Elrohir watched, stunned and amazed. For most of the years of his life he had slain every Orc he could find with ruthless efficiency and without hesitation—yet, now he found himself hoping that just such a creature would succeed in his unexpected battle. What sort of Orc would do this? Why does the thing behave so? For a fleeting moment in the midst of the noise and chaos he pondered the ancient tales he had long ago dismissed as either impossible myths or irrelevant…
And then another cry went up, from the rear of the lines—and the words were repeated again and again, as one man after another took up the call.
"Look! Eagles! Eagles!"
"Eagles of the North! The Eagles are coming!"
* * *
The Healing Tents were already overrun with wounded men, and more staggered or were carried there every minute. The dry dust of the Dagorlad was caked with dark red. Moaning, dying men lay in jumbled piles, suffering in the blistering Sun, waiting for their turn inside the crowded tents. After days of little to do other than march behind the troops, suddenly the healers could not keep up with the blood and the gore. Lathron shouted for more bandages, Candir tried and failed to quiet a screaming man whose leg was smashed, and even-tempered Meneldil snapped at the young assistant helping him stitch a gaping wound. The atmosphere was one of frantic desperation. Every man knew that these tasks were almost certainly futile—for the odds against any one of them, soldier or leech, living to see the end of this fell day were far too great. Yet they carried on, as healers will, with no need for hope.
As he ran with a bucket of water from one tent to the next, Pippin heard the cry. Eagles! Wait, isn't that old Bilbo's tale? He stopped and peered up into the sky. Floating above, their massive wings beating slowly as they circled, dropping swiftly toward the battle, were four huge Eagles the like of which had never been seen South of the Misty Mountains. And behind them flew ten… twenty… three dozen more. A great cheer rose up from the men, and a murmur of dismay was heard from the armies of Mordor.
A strange feeling gripped Pippin, of a sudden shift in the air, or as if a weight he'd been carrying had dropped away. For a moment he stood, poised with his water bucket, unsure whether to run to the fore of the lines to see the arrival of the great and noble birds. The enemy forces were within sight of the healing tents already; their yells and coarse jeers were growing closer. He knew the time left to the unarmed workers was all too short. Maybe the battle would turn if the Eagles swept down against their foes. Maybe if he hurried forward he might not just witness it, but come to safety, somehow… But that would mean abandoning Meneldil, and Master Lathron… even grouchy old Candir has stayed at his post, no matter how hopeless it all is…

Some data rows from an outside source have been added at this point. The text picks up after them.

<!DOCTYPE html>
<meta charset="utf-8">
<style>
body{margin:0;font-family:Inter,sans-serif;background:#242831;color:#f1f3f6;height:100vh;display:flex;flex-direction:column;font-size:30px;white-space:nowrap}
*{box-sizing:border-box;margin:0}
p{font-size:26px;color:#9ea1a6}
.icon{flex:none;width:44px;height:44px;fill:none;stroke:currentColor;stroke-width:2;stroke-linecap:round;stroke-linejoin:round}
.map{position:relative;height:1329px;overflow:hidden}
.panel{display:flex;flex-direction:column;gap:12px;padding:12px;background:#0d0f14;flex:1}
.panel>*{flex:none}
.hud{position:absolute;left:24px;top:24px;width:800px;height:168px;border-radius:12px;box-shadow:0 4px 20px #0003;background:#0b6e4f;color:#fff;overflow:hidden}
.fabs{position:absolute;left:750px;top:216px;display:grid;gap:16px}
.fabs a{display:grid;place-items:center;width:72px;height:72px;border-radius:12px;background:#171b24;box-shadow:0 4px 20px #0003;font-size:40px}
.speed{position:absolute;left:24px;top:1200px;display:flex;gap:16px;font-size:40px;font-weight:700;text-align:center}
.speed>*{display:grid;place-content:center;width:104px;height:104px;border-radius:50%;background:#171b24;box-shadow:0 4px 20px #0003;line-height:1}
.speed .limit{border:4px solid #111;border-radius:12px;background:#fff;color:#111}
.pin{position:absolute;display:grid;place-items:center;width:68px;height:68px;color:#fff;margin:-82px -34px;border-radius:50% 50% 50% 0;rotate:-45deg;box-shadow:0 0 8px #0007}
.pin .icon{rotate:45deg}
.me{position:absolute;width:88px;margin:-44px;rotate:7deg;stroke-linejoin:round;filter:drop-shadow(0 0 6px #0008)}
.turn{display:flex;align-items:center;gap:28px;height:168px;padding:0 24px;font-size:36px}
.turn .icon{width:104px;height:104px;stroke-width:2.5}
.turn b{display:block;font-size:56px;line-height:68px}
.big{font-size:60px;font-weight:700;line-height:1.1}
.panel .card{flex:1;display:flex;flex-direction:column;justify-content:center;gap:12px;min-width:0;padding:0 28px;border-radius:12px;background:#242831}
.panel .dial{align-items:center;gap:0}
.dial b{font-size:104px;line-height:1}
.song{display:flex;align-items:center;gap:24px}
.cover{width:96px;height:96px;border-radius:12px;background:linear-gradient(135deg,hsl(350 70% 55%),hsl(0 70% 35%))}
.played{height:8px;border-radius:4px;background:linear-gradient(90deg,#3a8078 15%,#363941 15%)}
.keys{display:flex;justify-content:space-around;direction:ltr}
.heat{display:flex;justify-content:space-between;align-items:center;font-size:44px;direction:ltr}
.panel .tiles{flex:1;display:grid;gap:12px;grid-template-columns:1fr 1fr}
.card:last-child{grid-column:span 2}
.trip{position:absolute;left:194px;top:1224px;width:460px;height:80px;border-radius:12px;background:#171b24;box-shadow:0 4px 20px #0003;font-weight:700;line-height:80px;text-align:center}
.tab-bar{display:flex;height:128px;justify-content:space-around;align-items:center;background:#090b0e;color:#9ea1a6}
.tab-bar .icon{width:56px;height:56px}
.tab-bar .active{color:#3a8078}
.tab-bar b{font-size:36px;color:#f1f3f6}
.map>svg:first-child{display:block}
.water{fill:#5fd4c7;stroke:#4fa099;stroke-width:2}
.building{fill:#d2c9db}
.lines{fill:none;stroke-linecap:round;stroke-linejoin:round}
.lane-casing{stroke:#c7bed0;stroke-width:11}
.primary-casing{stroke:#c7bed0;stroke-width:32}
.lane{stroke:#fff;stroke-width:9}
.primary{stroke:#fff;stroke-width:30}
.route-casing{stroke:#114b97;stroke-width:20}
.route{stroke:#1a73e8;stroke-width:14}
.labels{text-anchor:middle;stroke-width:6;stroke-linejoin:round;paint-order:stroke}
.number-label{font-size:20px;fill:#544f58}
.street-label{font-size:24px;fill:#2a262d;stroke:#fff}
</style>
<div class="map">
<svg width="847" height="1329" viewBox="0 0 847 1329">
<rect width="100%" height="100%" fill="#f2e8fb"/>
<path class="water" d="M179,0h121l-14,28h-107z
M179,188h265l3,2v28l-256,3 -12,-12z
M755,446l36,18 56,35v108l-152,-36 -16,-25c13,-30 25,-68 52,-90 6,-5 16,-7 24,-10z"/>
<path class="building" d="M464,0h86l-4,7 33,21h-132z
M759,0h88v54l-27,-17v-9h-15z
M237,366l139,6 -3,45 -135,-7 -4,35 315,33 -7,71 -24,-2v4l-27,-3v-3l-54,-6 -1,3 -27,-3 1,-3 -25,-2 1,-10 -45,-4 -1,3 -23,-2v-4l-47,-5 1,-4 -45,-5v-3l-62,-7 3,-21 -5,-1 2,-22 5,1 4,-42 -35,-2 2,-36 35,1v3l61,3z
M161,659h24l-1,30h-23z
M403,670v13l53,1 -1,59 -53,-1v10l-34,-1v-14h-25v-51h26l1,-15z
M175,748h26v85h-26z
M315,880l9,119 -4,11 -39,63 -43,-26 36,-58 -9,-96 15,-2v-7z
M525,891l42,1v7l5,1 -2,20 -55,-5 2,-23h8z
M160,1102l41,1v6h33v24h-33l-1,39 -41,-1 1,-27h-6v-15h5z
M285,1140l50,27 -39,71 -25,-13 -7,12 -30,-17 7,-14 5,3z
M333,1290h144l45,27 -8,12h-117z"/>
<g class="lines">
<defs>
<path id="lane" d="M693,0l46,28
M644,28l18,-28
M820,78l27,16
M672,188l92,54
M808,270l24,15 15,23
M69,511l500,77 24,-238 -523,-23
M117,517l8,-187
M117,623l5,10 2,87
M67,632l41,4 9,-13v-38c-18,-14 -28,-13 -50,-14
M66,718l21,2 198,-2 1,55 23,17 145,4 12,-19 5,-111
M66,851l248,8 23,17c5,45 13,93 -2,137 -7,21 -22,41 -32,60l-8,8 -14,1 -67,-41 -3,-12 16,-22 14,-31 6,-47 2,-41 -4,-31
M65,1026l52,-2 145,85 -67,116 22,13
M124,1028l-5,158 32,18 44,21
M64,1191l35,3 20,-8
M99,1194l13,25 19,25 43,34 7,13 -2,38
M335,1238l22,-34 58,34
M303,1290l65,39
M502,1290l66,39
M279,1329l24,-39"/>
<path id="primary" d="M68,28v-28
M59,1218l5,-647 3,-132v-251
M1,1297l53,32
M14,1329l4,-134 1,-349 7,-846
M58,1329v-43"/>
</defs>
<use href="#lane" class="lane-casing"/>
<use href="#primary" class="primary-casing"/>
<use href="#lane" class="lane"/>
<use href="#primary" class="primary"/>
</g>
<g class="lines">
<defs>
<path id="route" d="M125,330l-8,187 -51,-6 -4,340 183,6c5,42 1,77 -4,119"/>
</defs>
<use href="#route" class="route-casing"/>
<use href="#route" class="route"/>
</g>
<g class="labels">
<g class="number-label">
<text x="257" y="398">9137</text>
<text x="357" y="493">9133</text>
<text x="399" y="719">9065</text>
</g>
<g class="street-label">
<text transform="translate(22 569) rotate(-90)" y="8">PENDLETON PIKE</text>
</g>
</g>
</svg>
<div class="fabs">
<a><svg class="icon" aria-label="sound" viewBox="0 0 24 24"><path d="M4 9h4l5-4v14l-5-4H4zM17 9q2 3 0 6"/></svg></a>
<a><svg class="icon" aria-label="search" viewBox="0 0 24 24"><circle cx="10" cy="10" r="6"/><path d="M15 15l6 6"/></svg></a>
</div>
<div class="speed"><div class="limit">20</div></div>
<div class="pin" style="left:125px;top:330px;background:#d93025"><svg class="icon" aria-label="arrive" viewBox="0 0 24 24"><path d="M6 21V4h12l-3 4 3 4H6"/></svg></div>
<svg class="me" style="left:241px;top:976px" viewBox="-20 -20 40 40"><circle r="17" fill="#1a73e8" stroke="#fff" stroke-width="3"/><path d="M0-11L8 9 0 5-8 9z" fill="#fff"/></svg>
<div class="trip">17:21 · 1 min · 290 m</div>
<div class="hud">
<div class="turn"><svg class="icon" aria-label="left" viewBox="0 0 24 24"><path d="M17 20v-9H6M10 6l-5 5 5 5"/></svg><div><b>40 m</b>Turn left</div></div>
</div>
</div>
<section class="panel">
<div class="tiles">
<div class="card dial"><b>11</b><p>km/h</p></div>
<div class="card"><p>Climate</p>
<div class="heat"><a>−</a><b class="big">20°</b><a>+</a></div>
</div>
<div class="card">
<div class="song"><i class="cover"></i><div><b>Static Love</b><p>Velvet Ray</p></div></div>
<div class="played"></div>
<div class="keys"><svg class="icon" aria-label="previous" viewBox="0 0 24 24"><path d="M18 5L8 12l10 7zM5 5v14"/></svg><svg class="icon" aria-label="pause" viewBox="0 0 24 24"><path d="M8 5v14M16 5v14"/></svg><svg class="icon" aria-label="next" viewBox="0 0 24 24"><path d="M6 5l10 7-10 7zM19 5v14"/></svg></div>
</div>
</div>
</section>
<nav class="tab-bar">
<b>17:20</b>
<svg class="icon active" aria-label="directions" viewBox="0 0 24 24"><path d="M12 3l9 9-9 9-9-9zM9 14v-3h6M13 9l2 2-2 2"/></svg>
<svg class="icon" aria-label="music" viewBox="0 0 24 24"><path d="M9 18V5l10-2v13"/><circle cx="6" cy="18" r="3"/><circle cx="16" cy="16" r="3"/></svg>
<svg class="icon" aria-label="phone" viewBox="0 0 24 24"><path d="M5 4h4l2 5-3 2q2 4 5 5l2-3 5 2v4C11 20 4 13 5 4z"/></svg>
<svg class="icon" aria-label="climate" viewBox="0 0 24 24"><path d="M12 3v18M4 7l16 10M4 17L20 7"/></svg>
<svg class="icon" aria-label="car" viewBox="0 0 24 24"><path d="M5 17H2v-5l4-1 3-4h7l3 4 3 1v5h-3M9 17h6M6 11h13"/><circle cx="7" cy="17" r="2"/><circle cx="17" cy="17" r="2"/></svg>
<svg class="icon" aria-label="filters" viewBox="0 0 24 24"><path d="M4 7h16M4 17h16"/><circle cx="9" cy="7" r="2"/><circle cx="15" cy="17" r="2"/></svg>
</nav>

Ah! well, I do wish I'd had a chance to see them… Bilbo would have been so pleased to hear that Eagles are still about in the world… He turned his back on the front of the lines and sped into the tent.
In the very next moment, an enormous, green-skinned Troll lumbered up, trouncing and treading on everything and everyone in sight—and with a great howling battle cry, he lifted his huge foot and smashed it down upon the tent.